Urbina finished his short stint with the Marlins by helping them win the 2003 World Series title, while defeating the New York Yankees in six games. During his only postseason in the majors, he went 1-0 along with four saves and a 3.46 ERA in 10 games.

===Detroit Tigers (2004–2005)===
Urbina signed a two-year contract with the Detroit Tigers on March 29, 2004. That marked his last year where he was closer for at least part of the season. In 54 games, he went 4–6 with 21 saves and a 4.50 ERA. He began the 2005 season in good form, collecting a 1–3 record with a 2.63 ERA while contributing with nine saves, but then found himself on the move again for the third time in his career.

===Philadelphia Phillies (2005)===
On June 8, 2005, the Tigers traded Urbina along with infielder Ramón Martínez to the Philadelphia Phillies in exchange for second baseman Plácido Polanco.

Urbina went 4–3 with a 4.13 ERA and one save in 56 games for the Phillies. Overall, he posted a 5–6 record with 10 saves and a 3.62 ERA in a career-high 81 games.

He made his last Major League appearance on October 2, 2005, during a 9–3 Phillies victory over the Washington Nationals at RFK Stadium.

==Pitching style==
Urbina's pitches included a moving fastball and a slider that enabled him to hold left-handed hitters in check. He also threw a changeup which tailed away from right-handers and a splitter that broke sharply.

==Mother's kidnapping==
In September 2004, Urbina's 54-year-old mother, Maura Villarreal, was kidnapped and held for a $6 million ransom in southwest Venezuela. Urbina's family refused to pay the ransom and an anti-kidnapping unit rescued her in a military-style operation on February 18, 2005.
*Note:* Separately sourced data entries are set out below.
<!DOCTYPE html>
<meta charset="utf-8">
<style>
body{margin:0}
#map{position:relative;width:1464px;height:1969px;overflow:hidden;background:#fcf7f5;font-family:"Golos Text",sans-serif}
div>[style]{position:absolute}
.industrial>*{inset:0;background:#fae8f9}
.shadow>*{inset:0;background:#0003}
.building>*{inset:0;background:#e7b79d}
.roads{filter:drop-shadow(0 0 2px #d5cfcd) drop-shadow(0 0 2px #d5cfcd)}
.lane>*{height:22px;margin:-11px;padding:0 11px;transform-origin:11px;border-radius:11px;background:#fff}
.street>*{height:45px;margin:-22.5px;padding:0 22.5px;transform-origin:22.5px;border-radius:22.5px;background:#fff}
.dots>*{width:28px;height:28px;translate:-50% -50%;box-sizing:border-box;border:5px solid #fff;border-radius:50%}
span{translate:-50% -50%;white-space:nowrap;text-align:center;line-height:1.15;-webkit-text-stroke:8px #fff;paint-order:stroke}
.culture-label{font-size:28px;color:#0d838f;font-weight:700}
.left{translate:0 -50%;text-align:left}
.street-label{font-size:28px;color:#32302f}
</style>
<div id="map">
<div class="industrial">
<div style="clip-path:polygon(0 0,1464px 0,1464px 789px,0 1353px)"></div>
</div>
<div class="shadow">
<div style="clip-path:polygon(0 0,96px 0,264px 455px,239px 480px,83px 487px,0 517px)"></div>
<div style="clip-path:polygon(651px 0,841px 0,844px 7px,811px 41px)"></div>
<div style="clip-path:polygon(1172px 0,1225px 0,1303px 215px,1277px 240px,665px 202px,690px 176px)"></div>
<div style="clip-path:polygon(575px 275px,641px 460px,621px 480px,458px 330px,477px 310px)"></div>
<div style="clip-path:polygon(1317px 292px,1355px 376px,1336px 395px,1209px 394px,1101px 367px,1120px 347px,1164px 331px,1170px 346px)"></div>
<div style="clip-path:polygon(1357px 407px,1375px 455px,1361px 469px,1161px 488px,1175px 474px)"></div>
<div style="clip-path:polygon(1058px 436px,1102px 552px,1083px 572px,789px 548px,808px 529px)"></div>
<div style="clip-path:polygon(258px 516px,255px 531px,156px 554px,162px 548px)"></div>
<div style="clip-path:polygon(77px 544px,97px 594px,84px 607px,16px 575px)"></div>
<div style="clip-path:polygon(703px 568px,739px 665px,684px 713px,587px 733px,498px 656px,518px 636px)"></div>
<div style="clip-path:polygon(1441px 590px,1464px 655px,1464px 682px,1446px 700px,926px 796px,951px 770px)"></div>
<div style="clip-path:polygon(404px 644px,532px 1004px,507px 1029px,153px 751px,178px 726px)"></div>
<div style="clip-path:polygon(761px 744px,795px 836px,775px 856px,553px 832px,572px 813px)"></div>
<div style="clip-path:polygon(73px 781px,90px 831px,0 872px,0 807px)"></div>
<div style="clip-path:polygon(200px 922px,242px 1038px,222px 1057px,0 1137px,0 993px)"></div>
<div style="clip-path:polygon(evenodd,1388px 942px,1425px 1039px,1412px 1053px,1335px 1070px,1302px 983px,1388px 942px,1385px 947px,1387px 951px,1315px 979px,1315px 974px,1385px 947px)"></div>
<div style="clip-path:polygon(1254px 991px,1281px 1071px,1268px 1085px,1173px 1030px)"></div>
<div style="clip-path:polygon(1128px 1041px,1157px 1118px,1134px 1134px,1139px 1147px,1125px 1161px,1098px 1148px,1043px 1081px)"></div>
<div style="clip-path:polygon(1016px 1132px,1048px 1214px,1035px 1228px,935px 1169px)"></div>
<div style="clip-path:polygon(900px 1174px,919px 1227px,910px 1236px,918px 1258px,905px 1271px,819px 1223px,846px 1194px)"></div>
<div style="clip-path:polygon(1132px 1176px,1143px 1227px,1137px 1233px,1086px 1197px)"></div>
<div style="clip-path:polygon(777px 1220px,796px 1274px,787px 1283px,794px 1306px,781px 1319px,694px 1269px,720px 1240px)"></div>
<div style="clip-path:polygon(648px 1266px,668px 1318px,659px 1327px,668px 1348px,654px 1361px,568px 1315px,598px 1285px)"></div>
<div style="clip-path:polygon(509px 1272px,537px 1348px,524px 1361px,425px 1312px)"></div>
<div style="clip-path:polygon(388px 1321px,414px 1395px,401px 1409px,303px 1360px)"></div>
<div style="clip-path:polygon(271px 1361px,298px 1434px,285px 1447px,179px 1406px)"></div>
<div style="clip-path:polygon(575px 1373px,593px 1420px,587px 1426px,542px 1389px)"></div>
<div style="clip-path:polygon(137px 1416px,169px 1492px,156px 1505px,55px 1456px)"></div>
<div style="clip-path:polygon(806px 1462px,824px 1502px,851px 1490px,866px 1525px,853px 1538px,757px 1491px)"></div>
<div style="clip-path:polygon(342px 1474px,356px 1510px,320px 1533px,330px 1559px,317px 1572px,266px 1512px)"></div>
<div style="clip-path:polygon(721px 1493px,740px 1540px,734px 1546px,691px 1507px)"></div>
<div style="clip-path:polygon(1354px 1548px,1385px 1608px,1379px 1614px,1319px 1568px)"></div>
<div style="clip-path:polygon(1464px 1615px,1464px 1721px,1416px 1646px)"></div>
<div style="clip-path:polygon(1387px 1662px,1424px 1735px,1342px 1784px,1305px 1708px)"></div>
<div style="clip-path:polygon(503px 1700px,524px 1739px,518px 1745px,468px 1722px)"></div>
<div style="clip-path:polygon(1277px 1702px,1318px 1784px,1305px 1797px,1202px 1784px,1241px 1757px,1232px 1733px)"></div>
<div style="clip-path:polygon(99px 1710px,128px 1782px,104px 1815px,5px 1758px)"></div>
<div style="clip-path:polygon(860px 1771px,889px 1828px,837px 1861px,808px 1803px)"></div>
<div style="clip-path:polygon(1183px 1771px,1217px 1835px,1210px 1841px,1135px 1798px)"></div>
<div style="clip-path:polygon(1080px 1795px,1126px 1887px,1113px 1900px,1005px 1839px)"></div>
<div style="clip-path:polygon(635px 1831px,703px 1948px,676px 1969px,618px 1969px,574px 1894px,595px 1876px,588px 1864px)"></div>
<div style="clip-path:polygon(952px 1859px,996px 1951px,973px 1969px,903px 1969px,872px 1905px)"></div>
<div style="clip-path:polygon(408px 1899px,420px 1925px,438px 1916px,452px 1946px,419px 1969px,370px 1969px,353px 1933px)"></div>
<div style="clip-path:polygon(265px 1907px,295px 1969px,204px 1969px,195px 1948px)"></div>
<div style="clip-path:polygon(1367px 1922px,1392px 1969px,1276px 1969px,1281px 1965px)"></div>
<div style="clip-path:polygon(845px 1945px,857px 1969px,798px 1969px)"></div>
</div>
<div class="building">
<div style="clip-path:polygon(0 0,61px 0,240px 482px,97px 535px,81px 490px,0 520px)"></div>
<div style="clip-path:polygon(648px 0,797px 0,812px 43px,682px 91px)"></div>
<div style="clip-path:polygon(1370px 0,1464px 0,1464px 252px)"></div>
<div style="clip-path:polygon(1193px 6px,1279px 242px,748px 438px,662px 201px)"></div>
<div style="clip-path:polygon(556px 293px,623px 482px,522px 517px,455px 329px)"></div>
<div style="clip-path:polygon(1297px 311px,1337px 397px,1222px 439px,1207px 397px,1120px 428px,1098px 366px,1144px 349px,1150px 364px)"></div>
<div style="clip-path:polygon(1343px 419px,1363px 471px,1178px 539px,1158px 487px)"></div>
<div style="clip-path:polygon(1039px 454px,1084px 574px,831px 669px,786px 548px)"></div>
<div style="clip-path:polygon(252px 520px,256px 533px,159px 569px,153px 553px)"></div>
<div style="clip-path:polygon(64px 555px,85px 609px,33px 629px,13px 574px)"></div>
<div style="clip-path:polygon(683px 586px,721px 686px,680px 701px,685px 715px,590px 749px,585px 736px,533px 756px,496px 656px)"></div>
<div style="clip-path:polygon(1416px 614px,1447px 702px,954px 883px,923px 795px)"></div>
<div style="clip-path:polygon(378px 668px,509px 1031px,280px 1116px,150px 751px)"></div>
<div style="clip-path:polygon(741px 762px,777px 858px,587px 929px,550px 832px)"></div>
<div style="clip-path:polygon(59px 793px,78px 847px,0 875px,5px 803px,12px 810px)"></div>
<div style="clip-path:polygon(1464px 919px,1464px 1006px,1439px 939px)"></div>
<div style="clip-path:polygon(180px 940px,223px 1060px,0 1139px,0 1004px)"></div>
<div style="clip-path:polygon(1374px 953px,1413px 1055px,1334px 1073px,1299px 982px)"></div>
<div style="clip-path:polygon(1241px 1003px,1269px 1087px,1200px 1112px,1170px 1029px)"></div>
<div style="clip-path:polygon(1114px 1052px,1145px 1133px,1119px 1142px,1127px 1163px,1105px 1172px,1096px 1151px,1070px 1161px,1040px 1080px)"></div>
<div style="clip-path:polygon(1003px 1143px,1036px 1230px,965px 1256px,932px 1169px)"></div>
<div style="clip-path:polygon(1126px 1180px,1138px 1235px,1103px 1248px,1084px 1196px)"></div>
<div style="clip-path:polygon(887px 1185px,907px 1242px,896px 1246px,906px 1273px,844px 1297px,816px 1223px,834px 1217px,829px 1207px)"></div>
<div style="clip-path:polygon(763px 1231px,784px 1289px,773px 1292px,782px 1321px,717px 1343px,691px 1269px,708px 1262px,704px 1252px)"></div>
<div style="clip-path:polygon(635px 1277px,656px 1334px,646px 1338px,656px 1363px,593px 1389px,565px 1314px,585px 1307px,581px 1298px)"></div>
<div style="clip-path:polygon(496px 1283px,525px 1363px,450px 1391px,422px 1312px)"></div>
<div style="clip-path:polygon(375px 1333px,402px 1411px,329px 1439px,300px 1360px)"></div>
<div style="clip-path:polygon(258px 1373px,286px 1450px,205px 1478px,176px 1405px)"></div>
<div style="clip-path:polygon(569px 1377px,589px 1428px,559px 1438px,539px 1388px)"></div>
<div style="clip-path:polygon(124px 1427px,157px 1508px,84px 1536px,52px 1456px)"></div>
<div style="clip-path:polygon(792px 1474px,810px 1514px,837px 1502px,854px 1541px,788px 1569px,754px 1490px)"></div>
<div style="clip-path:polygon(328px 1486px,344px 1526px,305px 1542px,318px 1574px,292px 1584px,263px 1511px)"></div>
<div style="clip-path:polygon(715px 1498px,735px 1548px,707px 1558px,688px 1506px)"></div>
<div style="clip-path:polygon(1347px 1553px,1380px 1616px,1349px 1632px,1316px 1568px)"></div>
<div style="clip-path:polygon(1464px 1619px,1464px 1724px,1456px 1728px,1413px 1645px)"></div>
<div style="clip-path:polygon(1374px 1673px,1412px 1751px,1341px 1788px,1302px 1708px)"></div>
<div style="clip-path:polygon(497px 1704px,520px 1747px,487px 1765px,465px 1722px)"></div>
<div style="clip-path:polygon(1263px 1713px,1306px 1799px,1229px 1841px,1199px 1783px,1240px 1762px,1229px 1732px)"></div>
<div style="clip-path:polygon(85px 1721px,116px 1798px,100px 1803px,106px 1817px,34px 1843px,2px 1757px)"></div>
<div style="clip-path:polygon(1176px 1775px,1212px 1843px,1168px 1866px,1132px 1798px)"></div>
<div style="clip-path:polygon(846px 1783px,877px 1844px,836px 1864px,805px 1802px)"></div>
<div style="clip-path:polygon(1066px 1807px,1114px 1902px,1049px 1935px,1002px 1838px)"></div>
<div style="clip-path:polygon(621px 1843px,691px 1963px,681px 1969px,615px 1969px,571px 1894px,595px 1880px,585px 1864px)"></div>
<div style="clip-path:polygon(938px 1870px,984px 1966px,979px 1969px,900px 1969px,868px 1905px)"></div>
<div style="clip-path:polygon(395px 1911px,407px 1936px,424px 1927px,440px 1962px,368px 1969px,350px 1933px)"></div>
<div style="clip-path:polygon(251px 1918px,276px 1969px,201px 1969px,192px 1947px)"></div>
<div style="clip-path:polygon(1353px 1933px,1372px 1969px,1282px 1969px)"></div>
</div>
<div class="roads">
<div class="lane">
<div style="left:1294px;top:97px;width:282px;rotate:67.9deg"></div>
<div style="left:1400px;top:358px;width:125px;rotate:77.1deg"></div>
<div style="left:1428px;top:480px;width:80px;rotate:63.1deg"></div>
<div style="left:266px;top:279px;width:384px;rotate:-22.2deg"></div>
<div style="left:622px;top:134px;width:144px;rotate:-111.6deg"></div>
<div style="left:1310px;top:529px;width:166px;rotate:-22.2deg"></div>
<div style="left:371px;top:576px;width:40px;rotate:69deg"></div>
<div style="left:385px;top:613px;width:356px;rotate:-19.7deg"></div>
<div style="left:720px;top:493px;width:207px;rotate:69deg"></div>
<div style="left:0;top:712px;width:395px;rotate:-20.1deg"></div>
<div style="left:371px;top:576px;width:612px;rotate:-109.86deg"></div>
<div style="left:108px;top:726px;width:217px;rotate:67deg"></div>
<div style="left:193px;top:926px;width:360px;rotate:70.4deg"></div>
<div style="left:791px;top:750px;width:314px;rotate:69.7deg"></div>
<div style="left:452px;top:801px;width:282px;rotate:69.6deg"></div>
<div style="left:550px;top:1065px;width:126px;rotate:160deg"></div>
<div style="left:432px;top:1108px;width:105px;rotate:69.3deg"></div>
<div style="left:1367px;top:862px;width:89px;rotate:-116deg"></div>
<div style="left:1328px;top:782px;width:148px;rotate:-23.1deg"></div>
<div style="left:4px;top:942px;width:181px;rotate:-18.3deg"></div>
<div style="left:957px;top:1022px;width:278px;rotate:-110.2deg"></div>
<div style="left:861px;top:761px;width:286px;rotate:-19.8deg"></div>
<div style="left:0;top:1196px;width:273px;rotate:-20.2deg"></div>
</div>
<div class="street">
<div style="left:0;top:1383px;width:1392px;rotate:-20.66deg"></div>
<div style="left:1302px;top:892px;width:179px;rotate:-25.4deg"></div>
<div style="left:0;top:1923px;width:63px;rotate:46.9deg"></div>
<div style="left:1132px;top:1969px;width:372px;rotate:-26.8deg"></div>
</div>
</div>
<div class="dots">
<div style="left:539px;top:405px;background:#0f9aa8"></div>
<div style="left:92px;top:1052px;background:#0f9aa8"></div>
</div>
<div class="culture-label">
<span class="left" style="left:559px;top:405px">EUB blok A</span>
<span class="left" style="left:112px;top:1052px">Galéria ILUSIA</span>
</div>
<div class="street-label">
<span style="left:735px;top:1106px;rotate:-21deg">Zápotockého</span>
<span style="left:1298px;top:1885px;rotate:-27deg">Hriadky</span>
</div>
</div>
==Attempted murder conviction==
On November 7, 2005, Urbina was arrested in Venezuela for attempted murder, stemming from an incident on October 16. He assaulted five farm workers on his property, accusing them of stealing a gun. Urbina used a machete and tried to douse them with gasoline. On March 28, 2007, Urbina was convicted of attempted murder and sentenced to fourteen years and seven months in prison. He was released on December 24, 2012, after serving just over seven years of his sentence.

== Family ==
Urbina has a son Juan who pitched in the Mets organization, appearing in three seasons for the short season single-A Brooklyn Cyclones.